Memory protection.

It's not that preemptive multi-tasking is expensive, or hard. It's not. It's easy. It costs (or can cost) essentially the same as cooperative multitasking. You have to save process state in both cases.

But what was holding back the older systems was their early reliance on systems without inherent memory protection, and those legacies lasted long past the availability of hardware that actually had supported Memory Management Units (MMUs).

Take the Mac, for example. Its legacy was the 68000, which did not have direct MMU support.

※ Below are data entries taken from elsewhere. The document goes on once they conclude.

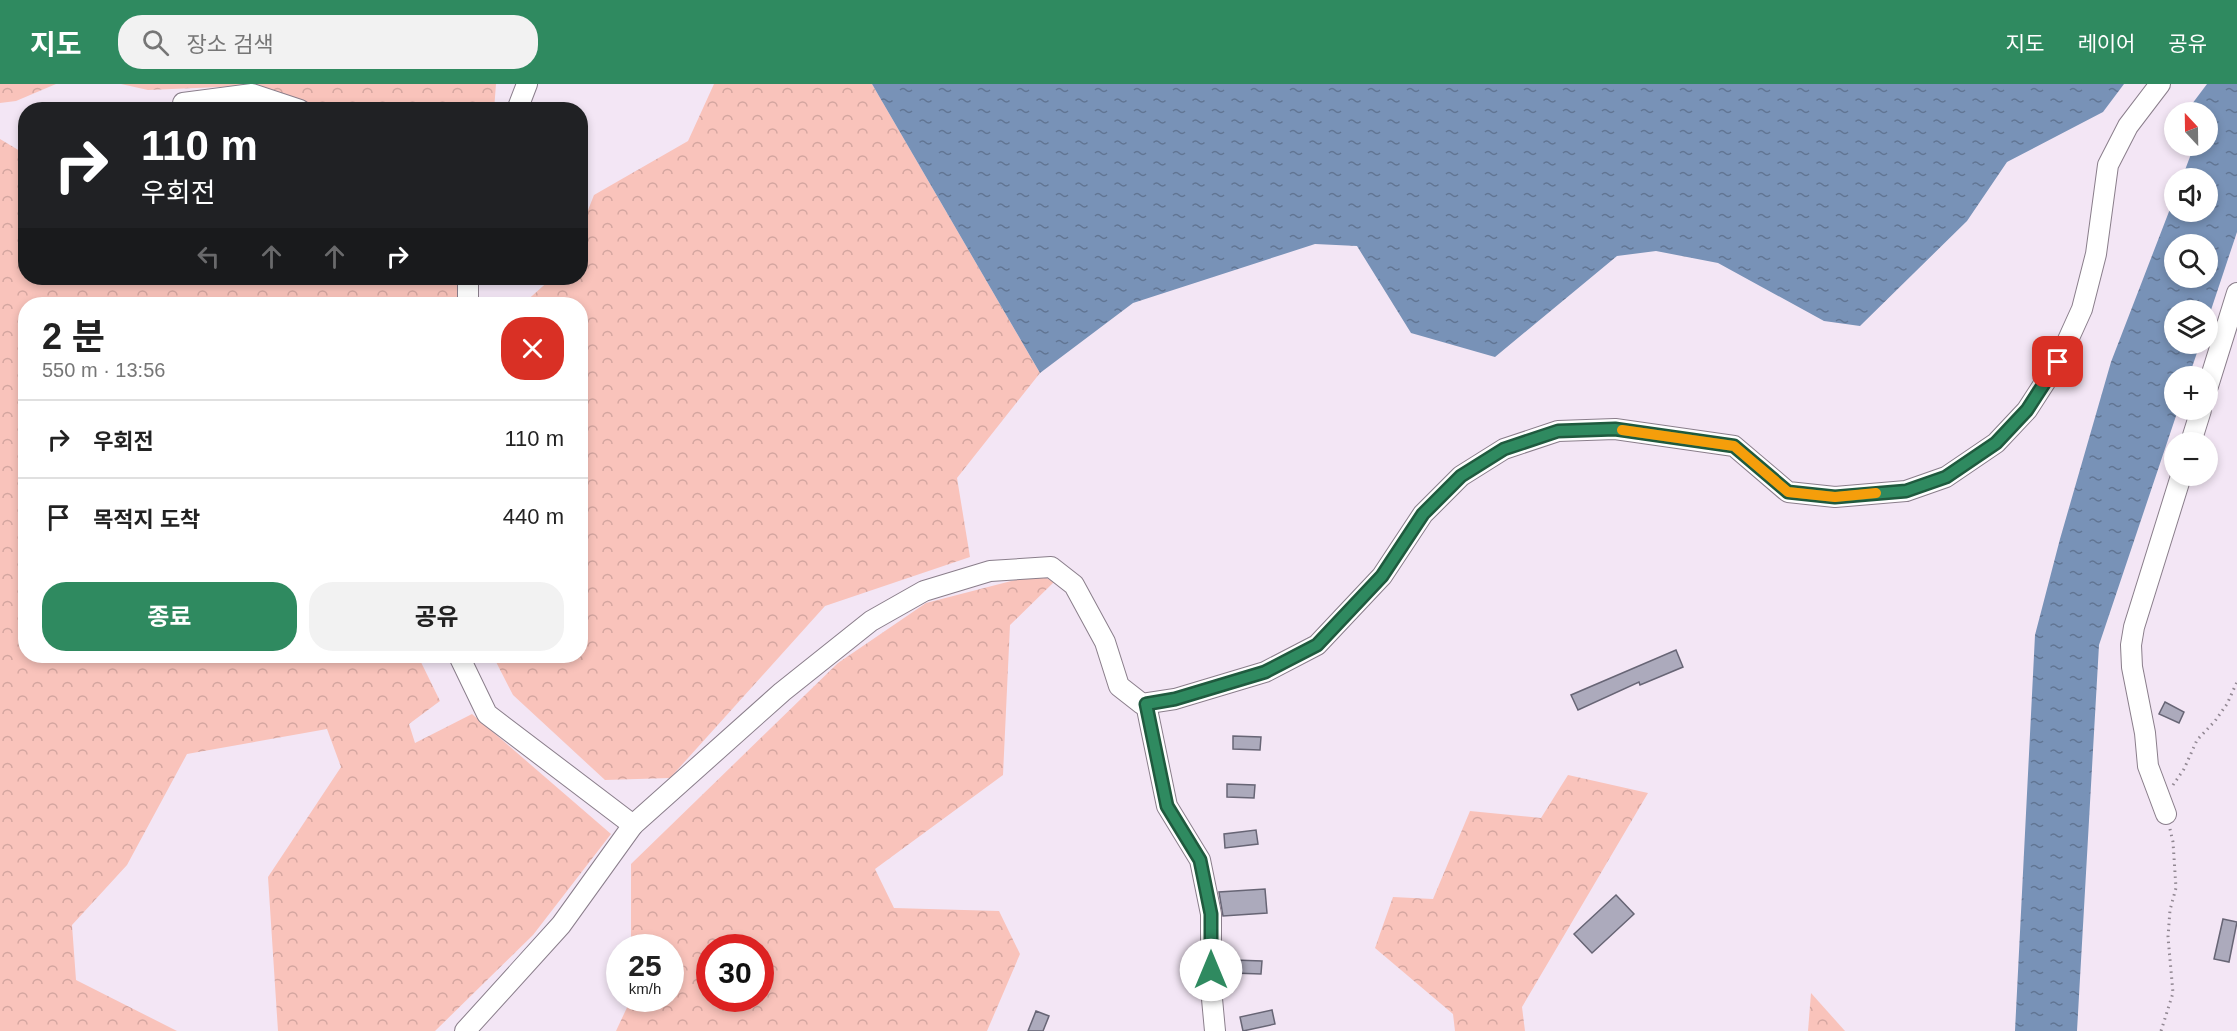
<!DOCTYPE html>
<html lang="ko">
<head>
<meta charset="utf-8">
<style>
  :root { --surface:#fff; --page:#f2f2f2; --text:#222; --muted:#767676; --line:#e0e0e0; --accent:#2f8a60 }
  body { margin:0; font-family:Arial,"Noto Sans KR",sans-serif; background:var(--page); color:var(--text); height:100vh; display:flex; flex-direction:column; font-size:22px; white-space:nowrap }
  * { box-sizing:border-box; margin:0 }
  p { font-size:20px; color:var(--muted) }
  .icon { flex:none; width:33px; height:33px; fill:none; stroke:currentColor; stroke-width:2; stroke-linecap:round; stroke-linejoin:round }
  .map { position:relative; flex:1; overflow:hidden }
  .side { position:absolute; left:18px; top:213px; width:570px; height:366px; display:flex; flex-direction:column; background:var(--surface); border-radius:24px; box-shadow:0 3px 9px #0003 }
  .side>* { flex:none }
  .guide { position:absolute; left:18px; top:18px; width:570px; height:183px; border-radius:24px; box-shadow:0 3px 9px #0003; background:#202124; color:#fff; overflow:hidden }
  .needle { width:39px; rotate:338deg }
  .controls { position:absolute; left:2164px; top:18px; display:grid; gap:12px }
  .controls a { display:grid; place-items:center; width:54px; height:54px; border-radius:50%; background:var(--surface); box-shadow:0 3px 9px #0003; font-size:30px }
  .speed { position:absolute; left:606px; top:850px; display:flex; gap:12px; font-size:30px; font-weight:700; text-align:center }
  .speed>* { display:grid; place-content:center; width:78px; height:78px; border-radius:50%; background:var(--surface); box-shadow:0 3px 9px #0003; line-height:1 }
  .speed small { font-size:15px; font-weight:400 }
  .speed .limit { border:9px solid #d22; background:#fff; color:#111 }
  .pin { position:absolute; display:grid; place-items:center; width:51px; height:51px; color:#fff; margin:-26px; border-radius:12px; box-shadow:0 3px 9px #0006 }
  .me { position:absolute; width:66px; margin:-33px; rotate:0deg; stroke-linejoin:round; filter:drop-shadow(0 0 4px #0008) }
  .turn { display:flex; align-items:center; gap:21px; height:126px; padding:0 24px; font-size:27px }
  .turn .icon { width:78px; height:78px; stroke-width:2.5 }
  .turn b { display:block; font-size:42px; line-height:51px }
  .lanes { display:flex; align-items:center; height:57px; padding:0 24px; background:#0003; justify-content:center; gap:30px; direction:ltr }
  .lanes .off { opacity:.35 }
  .round { display:grid; place-items:center; flex:none; width:63px; height:63px; border-radius:24px; background:var(--page) }
  .headline { display:flex; align-items:center; justify-content:space-between; height:102px; padding:0 24px }
  h1 { font-size:36px; font-weight:700; line-height:45px }
  .button { display:flex; gap:12px; margin-top:auto; padding:12px 24px }
  .button a { flex:1; height:69px; border-radius:24px; background:var(--accent); color:#fff; font-size:24px; font-weight:700; line-height:69px; text-align:center }
  .button a+a { background:var(--page); color:var(--text) }
  ul { padding:0; list-style:none }
  li { display:flex; align-items:center; gap:18px; height:78px; padding:0 24px; border-top:2px solid var(--line) }
  li div { flex:1 }
  li b { display:block; font-size:22px }
  li em { font-style:normal }
  header { display:flex; align-items:center; gap:36px; box-sizing:border-box; height:84px; padding:0 30px; background:var(--accent); color:#fff }
  header strong { font-size:28px }
  nav { display:flex; gap:33px; margin-inline-start:auto; font-size:21px }
  .search { width:420px; height:54px; background:var(--page); display:flex; align-items:center; gap:15px; box-sizing:border-box; padding:0 21px; border-radius:24px; color:var(--muted); font-size:22px }
  .map>svg:first-child { display:block }
</style>
</head>
<body>
<header>
<strong>지도</strong>
<div class="search"><svg class="icon" aria-label="search" viewBox="0 0 24 24"><circle cx="10" cy="10" r="6"/><path d="M15 15l6 6"/></svg>장소 검색</div>
<nav><a>지도</a><a>레이어</a><a>공유</a></nav>
</header>
<div class="map">
<svg width="2237" height="947" viewBox="0 0 2237 947">
  <defs>
    <pattern id="forest-crowns" width="20" height="18" patternUnits="userSpaceOnUse" patternTransform="scale(1.5)"><rect width="20" height="18" fill="#f9c3bb"/><path d="M2 6a3 3 0 1 1 6 0M12 15a3 3 0 1 1 6 0" fill="none" stroke="#d4a6a0"/></pattern>
    <pattern id="water-ripples" width="26" height="14" patternUnits="userSpaceOnUse" patternTransform="scale(1.5)"><rect width="26" height="14" fill="#7892b7"/><path d="M2 4q2-2 4 0t4 0M15 11q2-2 4 0t4 0" fill="none" stroke="#617593"/></pattern>
  </defs>
  <rect width="100%" height="100%" fill="#f3e6f5"/>
  <!-- forest -->
  <g fill="url(#forest-crowns)" fill-rule="evenodd">
    <path d="M0,0H56L16,17L0,19Z"/>
    <path d="M121,0H496L494,26L324,25L244,2L148,6Z"/>
    <path d="M714,0H872L1040,289L957,394L970,473L825,522L670,694L605,696L513,611L493,572H580V220H523L552,194H580L581,144L594,111L688,57Z"/>
    <path d="M0,55L25,70L26,194H462L458,220H26V572H418L440,617L409,640L415,659L472,630L611,750L533,851L435,947H278L268,793L341,683L327,645L187,670L127,781L72,841L76,896L177,947H0Z"/>
    <path d="M1035,491L1055,497L1010,541L1003,691L875,785L894,824L999,827L1020,870L987,947H616L631,915H670V864H631V780L838,579L926,519ZM710,864H760V915H710Z"/>
    <path d="M1568,691L1648,709L1522,923L1525,947H1455L1453,930L1375,864L1393,813L1433,815L1470,727L1541,734Z"/>
    <path d="M1811,909L1845,947H1808Z"/>
  </g>
  <!-- water -->
  <g fill="url(#water-ripples)" fill-rule="evenodd">
    <path d="M872,0H2124L2103,28L2007,78L1967,137L1860,242L1824,237L1718,179L1656,167L1617,172L1495,273L1411,249L1357,162L1315,160L1133,219L1040,289Z"/>
    <path d="M2207,0H2237V148L2208,235V226H2175V260H2200L2189,292H2175V326H2178L2099,561L2077,947H2015L2035,551L2060,455L2111,278L2175,112V128H2208V94H2182L2191,70L2190,62H2208V28H2186ZM2175,160H2208V194H2175Z"/>
  </g>
  <!-- building -->
  <g fill="#acaabc" stroke="#676575" stroke-width="1.5">
    <path d="M1676,566L1683,583L1640,601L1639,598L1578,626L1571,611Z"/>
    <path d="M2165,618L2184,628L2179,639L2159,630Z"/>
    <path d="M1233,652L1261,653L1260,666L1233,665Z"/>
    <path d="M1227,700L1255,701L1254,714L1227,713Z"/>
    <path d="M1256,746L1258,760L1225,764L1224,750Z"/>
    <path d="M1265,805L1267,829L1223,832L1219,808Z"/>
    <path d="M1616,811L1634,830L1592,869L1574,850Z"/>
    <path d="M2223,835L2237,838L2229,878L2214,875Z"/>
    <path d="M1234,876L1262,877L1261,890L1233,889Z"/>
    <path d="M1272,926L1275,940L1243,947L1240,933Z"/>
    <path d="M1036,927L1049,932L1043,947H1028Z"/>
  </g>
  <g fill="none" stroke-linecap="round" stroke-linejoin="round">
    <!-- minor casing -->
    <g stroke="#8a7e8b" stroke-width="22">
      <g id="minor">
        <path d="M183,19L252,10L300,26"/>
        <path d="M517,26L527,0"/>
        <path d="M468,220V194"/>
        <path d="M2208,302L2237,209"/>
        <path d="M2191,358L2201,326"/>
        <path d="M459,572L487,630L633,741L561,841L465,947"/>
        <path d="M1146,620L1167,722L1200,776L1211,830V904L1215,947"/>
        <path d="M2166,730L2148,682L2145,649L2132,583L2131,561L2134,543L2181,392"/>
        <path d="M633,741L782,608L871,537L924,507L990,487L1051,483L1074,501L1105,558L1119,602L1142,620L1175,615L1265,588L1317,561L1382,492L1423,430L1461,392L1504,365L1558,347L1615,345L1734,362L1788,408L1835,413L1906,407L1946,393L1996,359L2027,326L2058,278L2082,225L2096,170L2108,81L2128,42L2160,0"/>
      </g>
    </g>
    <!-- path -->
    <g stroke="#918792" stroke-width="3" stroke-dasharray="1.5 4.5" stroke-linecap="butt">
      <path d="M2173,701L2184,685L2197,656L2215,637L2227,620L2237,598"/>
      <path d="M2161,947L2173,909L2168,853L2170,826L2176,804L2173,758L2170,745"/>
    </g>
    <!-- minor -->
    <use href="#minor" stroke="#fff" stroke-width="20"/>
  </g>
  <g fill="none" stroke-linecap="round" stroke-linejoin="round">
    <!-- route casing -->
    <g stroke="#1f5a3e" stroke-width="15">
      <path id="route" d="M1211,886V830L1200,776L1167,722L1146,620L1175,615L1265,588L1317,561L1382,492L1423,430L1461,392L1504,365L1558,347L1615,345L1734,362L1788,408L1835,413L1906,407L1946,393L1996,359L2027,326L2058,278"/>
    </g>
    <!-- route -->
    <use href="#route" stroke="#2f8a60" stroke-width="10"/>
    <!-- slow -->
    <path stroke="#f59e0b" stroke-width="10" d="M1622,346L1734,362L1788,408L1835,413L1876,409"/>
  </g>
</svg>
<div class="controls">
<a><svg class="needle" viewBox="-14 -14 28 28"><path d="M0-13l5 13h-10z" fill="#e53935"/><path d="M0 13l5-13h-10z" fill="#767676"/></svg></a>
<a><svg class="icon" aria-label="sound" viewBox="0 0 24 24"><path d="M4 9h4l5-4v14l-5-4H4zM17 9q2 3 0 6"/></svg></a>
<a><svg class="icon" aria-label="search" viewBox="0 0 24 24"><circle cx="10" cy="10" r="6"/><path d="M15 15l6 6"/></svg></a>
<a><svg class="icon" aria-label="layers" viewBox="0 0 24 24"><path d="M12 4l9 5-9 5-9-5zM3 14l9 5 9-5"/></svg></a>
<a>+</a>
<a>−</a>
</div>
<div class="speed"><div>25<small>km/h</small></div><div class="limit">30</div></div>
<div class="pin" style="left:2058px;top:278px;background:#d93025"><svg class="icon" aria-label="arrive" viewBox="0 0 24 24"><path d="M6 21V4h12l-3 4 3 4H6"/></svg></div>
<svg class="me" style="left:1211px;top:886px" viewBox="-20 -20 40 40"><circle r="19" fill="#fff"/><path d="M0-13L10 11 0 6-10 11z" fill="#2f8a60"/></svg>
<div class="guide">
<div class="turn"><svg class="icon" aria-label="right" viewBox="0 0 24 24"><path d="M7 20v-9h11M14 6l5 5-5 5"/></svg><div><b>110 m</b>우회전</div></div>
<div class="lanes"><svg class="icon off" aria-label="left" viewBox="0 0 24 24"><path d="M17 20v-9H6M10 6l-5 5 5 5"/></svg><svg class="icon off" aria-label="ahead" viewBox="0 0 24 24"><path d="M12 20V5M6 11l6-6 6 6"/></svg><svg class="icon off" aria-label="ahead" viewBox="0 0 24 24"><path d="M12 20V5M6 11l6-6 6 6"/></svg><svg class="icon" aria-label="right" viewBox="0 0 24 24"><path d="M7 20v-9h11M14 6l5 5-5 5"/></svg></div>
</div>
<section class="side">
<div class="headline"><div><h1>2 분</h1><p>550 m · 13:56</p></div><a class="round" style="background:#d93025;color:#fff"><svg class="icon" aria-label="close" viewBox="0 0 24 24"><path d="M6 6l12 12M18 6L6 18"/></svg></a></div>
<ul>
<li><svg class="icon" aria-label="right" viewBox="0 0 24 24"><path d="M7 20v-9h11M14 6l5 5-5 5"/></svg><div><b>우회전</b></div><em>110 m</em></li>
<li><svg class="icon" aria-label="arrive" viewBox="0 0 24 24"><path d="M6 21V4h12l-3 4 3 4H6"/></svg><div><b>목적지 도착</b></div><em>440 m</em></li>
</ul>
<div class="button"><a>종료</a><a>공유</a></div>
</section>
</div>
</body>
</html>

It was not long before the Macs started coming out with 68020 CPUs (which *did* have such support). But the OS has to run not just on the *new* hardware, but also on the old. The two systems are quite incompatible. Plus the actual impact on software design on those systems.

When you start from scratch (like OS/2) then, yes, it's easier.

MacOS heritage held it back for a long, long time before they were able to replace it with with MacOS X via it's Carbon compatibility layer for the software in the new, Unix-ish environment.

The OS for the Apple IIGS was actually a "better" MacOS in some ways, notably in process management and memory management. MacOS 2.0.

Windows suffered similarly. Recall early Windows ran on the 8088. Not the 80286, the 8088. That legacy also burdened it for quite some time.

Code has momentum, choices have consequences. Be amazed they worked at all.